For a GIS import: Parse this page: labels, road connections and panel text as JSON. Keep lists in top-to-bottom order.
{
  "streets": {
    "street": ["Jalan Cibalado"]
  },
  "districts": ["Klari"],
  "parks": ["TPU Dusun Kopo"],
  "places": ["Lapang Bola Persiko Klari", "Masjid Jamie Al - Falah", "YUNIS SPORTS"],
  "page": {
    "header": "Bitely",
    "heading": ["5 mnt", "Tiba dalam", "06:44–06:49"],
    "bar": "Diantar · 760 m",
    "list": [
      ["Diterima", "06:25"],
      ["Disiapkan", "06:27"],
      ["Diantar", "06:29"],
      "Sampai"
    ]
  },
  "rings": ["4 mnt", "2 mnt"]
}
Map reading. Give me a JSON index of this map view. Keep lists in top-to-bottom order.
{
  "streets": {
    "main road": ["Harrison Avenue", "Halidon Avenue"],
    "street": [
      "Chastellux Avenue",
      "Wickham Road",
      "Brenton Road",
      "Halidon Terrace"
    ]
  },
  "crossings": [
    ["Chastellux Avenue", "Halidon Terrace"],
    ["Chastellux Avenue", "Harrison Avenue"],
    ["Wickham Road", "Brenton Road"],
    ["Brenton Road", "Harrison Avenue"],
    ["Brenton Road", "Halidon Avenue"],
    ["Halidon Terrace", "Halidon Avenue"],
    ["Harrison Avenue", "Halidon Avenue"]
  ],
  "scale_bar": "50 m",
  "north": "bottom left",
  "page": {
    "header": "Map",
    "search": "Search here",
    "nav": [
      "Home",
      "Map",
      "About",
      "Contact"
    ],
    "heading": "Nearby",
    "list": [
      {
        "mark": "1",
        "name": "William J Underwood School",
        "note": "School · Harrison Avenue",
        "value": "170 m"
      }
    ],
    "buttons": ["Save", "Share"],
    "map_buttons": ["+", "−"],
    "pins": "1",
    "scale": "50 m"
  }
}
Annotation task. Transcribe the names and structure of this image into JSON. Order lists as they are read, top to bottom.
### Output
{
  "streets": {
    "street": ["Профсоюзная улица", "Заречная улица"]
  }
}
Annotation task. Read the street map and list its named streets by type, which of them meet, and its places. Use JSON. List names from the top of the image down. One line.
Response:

Instructions to follow
Set down each entry above again exactly as it reads.

Task output
For a GIS import: Parse this page: labels, road connections and panel text as JSON. Keep lists in top-to-bottom order.
{
  "streets": {
    "street": ["Jalan Cibalado"]
  },
  "districts": ["Klari"],
  "parks": ["TPU Dusun Kopo"],
  "places": ["Lapang Bola Persiko Klari", "Masjid Jamie Al - Falah", "YUNIS SPORTS"],
  "page": {
    "header": "Bitely",
    "heading": ["5 mnt", "Tiba dalam", "06:44–06:49"],
    "bar": "Diantar · 760 m",
    "list": [
      ["Diterima", "06:25"],
      ["Disiapkan", "06:27"],
      ["Diantar", "06:29"],
      "Sampai"
    ]
  },
  "rings": ["4 mnt", "2 mnt"]
}
Map reading. Give me a JSON index of this map view. Keep lists in top-to-bottom order.
{
  "streets": {
    "main road": ["Harrison Avenue", "Halidon Avenue"],
    "street": [
      "Chastellux Avenue",
      "Wickham Road",
      "Brenton Road",
      "Halidon Terrace"
    ]
  },
  "crossings": [
    ["Chastellux Avenue", "Halidon Terrace"],
    ["Chastellux Avenue", "Harrison Avenue"],
    ["Wickham Road", "Brenton Road"],
    ["Brenton Road", "Harrison Avenue"],
    ["Brenton Road", "Halidon Avenue"],
    ["Halidon Terrace", "Halidon Avenue"],
    ["Harrison Avenue", "Halidon Avenue"]
  ],
  "scale_bar": "50 m",
  "north": "bottom left",
  "page": {
    "header": "Map",
    "search": "Search here",
    "nav": [
      "Home",
      "Map",
      "About",
      "Contact"
    ],
    "heading": "Nearby",
    "list": [
      {
        "mark": "1",
        "name": "William J Underwood School",
        "note": "School · Harrison Avenue",
        "value": "170 m"
      }
    ],
    "buttons": ["Save", "Share"],
    "map_buttons": ["+", "−"],
    "pins": "1",
    "scale": "50 m"
  }
}
Annotation task. Transcribe the names and structure of this image into JSON. Order lists as they are read, top to bottom.
### Output
{
  "streets": {
    "street": ["Профсоюзная улица", "Заречная улица"]
  }
}
Annotation task. Read the street map and list its named streets by type, which of them meet, and its places. Use JSON. List names from the top of the image down. One line.
Response:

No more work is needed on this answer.